◆ **Work instructions**
Whenever a line in the material below includes "hidden", copy that line.
···
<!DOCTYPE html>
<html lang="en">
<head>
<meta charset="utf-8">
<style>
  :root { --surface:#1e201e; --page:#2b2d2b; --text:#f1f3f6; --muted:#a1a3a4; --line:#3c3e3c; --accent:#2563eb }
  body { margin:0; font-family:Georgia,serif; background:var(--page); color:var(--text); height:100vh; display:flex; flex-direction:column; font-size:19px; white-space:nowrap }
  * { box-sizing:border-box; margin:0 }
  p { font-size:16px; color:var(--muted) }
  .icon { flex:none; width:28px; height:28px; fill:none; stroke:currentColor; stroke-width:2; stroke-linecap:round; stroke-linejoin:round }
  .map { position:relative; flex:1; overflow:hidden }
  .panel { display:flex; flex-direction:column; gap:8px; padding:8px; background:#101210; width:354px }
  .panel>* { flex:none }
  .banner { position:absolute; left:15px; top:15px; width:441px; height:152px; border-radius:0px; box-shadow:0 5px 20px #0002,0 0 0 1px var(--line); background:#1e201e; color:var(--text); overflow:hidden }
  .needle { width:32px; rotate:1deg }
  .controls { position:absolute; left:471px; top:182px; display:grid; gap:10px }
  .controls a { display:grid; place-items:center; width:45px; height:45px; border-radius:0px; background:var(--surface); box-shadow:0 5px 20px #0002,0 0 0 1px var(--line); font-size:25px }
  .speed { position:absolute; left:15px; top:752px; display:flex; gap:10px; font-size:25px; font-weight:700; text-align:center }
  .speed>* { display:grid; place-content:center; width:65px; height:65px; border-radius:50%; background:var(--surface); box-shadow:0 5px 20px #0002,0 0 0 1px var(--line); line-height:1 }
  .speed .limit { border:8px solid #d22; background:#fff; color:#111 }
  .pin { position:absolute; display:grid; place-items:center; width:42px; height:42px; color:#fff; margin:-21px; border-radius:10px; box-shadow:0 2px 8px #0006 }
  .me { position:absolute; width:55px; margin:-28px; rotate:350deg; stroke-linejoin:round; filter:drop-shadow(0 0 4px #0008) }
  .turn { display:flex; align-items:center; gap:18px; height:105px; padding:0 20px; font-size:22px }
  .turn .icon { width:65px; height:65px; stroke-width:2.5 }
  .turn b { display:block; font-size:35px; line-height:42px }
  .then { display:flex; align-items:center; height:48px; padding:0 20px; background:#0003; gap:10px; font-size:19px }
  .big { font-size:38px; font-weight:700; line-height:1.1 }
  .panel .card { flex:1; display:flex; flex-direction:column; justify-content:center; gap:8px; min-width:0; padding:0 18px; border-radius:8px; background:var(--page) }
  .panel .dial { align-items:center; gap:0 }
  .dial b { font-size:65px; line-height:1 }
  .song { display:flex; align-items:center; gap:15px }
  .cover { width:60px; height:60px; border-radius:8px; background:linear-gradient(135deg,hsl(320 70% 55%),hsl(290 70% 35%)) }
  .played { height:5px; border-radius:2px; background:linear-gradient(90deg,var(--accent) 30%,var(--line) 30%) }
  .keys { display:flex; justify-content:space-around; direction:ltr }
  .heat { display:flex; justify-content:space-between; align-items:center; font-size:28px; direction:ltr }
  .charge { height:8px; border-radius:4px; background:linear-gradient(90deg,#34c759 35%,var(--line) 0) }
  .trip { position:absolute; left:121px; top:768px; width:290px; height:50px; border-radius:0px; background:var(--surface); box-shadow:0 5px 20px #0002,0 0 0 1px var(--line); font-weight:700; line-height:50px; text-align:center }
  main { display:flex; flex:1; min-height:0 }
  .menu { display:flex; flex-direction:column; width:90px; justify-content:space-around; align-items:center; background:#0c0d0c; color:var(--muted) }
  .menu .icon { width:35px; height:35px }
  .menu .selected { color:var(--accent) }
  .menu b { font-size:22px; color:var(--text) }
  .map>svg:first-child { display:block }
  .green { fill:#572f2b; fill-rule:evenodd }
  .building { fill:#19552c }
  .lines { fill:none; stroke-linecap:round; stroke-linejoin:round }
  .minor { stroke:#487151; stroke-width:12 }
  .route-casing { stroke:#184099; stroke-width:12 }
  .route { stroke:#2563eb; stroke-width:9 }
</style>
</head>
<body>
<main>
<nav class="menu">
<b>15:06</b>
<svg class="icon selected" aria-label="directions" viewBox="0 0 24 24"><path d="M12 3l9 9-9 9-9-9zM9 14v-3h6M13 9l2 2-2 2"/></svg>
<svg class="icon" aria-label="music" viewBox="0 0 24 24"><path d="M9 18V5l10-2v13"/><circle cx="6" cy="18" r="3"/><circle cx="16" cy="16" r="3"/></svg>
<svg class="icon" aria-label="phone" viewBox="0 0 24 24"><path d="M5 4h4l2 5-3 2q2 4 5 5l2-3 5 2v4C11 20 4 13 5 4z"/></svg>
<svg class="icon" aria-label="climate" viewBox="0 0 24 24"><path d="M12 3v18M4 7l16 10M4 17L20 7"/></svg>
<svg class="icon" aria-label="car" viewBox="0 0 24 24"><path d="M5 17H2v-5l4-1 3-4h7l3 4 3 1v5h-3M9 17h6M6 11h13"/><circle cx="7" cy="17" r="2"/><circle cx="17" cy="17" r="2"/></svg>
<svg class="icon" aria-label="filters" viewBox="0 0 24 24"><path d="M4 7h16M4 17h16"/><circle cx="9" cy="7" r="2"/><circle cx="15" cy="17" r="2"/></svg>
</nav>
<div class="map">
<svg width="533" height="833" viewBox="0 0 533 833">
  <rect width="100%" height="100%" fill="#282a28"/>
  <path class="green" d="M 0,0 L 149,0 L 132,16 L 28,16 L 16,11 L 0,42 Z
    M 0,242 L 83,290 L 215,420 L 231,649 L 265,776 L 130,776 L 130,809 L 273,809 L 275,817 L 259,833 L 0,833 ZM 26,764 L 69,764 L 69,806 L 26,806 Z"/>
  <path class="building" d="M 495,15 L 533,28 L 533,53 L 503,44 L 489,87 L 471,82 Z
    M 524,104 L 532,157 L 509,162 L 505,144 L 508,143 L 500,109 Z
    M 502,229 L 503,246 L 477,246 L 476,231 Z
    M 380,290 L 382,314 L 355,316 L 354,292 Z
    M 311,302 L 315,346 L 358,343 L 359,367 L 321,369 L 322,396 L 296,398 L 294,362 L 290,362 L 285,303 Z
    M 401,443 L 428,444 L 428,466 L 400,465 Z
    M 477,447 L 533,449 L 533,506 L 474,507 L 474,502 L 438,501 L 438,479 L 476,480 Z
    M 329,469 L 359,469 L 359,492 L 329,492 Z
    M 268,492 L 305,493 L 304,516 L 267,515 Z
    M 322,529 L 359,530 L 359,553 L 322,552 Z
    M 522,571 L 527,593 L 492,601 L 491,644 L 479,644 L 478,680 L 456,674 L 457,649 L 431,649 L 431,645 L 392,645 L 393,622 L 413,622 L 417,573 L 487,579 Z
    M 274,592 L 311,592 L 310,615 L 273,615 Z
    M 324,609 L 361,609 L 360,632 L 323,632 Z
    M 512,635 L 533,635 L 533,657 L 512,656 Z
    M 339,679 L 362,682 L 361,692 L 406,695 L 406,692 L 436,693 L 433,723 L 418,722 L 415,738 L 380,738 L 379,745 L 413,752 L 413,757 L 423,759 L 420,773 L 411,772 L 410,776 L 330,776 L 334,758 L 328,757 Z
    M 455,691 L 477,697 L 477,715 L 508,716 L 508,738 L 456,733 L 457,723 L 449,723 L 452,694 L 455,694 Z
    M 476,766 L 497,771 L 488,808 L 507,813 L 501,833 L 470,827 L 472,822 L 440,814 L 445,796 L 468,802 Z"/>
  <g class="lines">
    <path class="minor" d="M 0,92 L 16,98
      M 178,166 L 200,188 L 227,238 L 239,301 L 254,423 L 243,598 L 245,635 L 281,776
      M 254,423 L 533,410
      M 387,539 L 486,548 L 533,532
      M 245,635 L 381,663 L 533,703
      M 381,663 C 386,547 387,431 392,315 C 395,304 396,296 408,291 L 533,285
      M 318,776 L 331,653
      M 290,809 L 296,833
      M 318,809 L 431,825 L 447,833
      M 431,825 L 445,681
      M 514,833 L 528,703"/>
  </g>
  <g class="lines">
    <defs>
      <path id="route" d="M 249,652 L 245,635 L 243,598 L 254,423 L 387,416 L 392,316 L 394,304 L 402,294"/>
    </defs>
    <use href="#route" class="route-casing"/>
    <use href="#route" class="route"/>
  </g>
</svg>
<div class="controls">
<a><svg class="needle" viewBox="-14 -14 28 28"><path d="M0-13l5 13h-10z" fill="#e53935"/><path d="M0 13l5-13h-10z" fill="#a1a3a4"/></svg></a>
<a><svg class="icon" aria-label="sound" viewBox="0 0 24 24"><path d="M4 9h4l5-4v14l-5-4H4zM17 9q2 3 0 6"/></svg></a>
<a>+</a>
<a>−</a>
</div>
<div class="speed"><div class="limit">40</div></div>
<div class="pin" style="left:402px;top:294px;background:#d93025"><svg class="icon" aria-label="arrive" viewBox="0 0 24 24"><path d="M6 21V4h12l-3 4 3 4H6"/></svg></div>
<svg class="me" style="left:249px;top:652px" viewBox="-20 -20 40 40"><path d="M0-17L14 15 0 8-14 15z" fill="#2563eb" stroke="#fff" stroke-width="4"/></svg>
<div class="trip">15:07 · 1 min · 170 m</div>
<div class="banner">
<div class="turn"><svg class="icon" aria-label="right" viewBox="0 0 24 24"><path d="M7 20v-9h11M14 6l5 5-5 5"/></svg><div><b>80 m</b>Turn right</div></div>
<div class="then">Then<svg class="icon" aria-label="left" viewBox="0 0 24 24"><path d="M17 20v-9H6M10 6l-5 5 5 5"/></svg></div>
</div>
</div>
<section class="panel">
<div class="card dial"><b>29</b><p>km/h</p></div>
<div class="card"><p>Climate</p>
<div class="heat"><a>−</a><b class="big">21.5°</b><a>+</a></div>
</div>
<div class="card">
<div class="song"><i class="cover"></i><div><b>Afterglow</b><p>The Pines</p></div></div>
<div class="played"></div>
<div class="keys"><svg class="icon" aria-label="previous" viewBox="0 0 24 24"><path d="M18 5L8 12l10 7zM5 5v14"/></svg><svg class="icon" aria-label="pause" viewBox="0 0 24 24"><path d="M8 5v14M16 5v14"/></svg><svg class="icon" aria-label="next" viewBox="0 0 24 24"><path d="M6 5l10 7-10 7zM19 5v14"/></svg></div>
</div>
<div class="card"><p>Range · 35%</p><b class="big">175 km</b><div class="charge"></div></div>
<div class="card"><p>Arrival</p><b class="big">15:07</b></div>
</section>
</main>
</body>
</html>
···
◆ **Task output**
  .map { position:relative; flex:1; overflow:hidden }
  .banner { position:absolute; left:15px; top:15px; width:441px; height:152px; border-radius:0px; box-shadow:0 5px 20px #0002,0 0 0 1px var(--line); background:#1e201e; color:var(--text); overflow:hidden }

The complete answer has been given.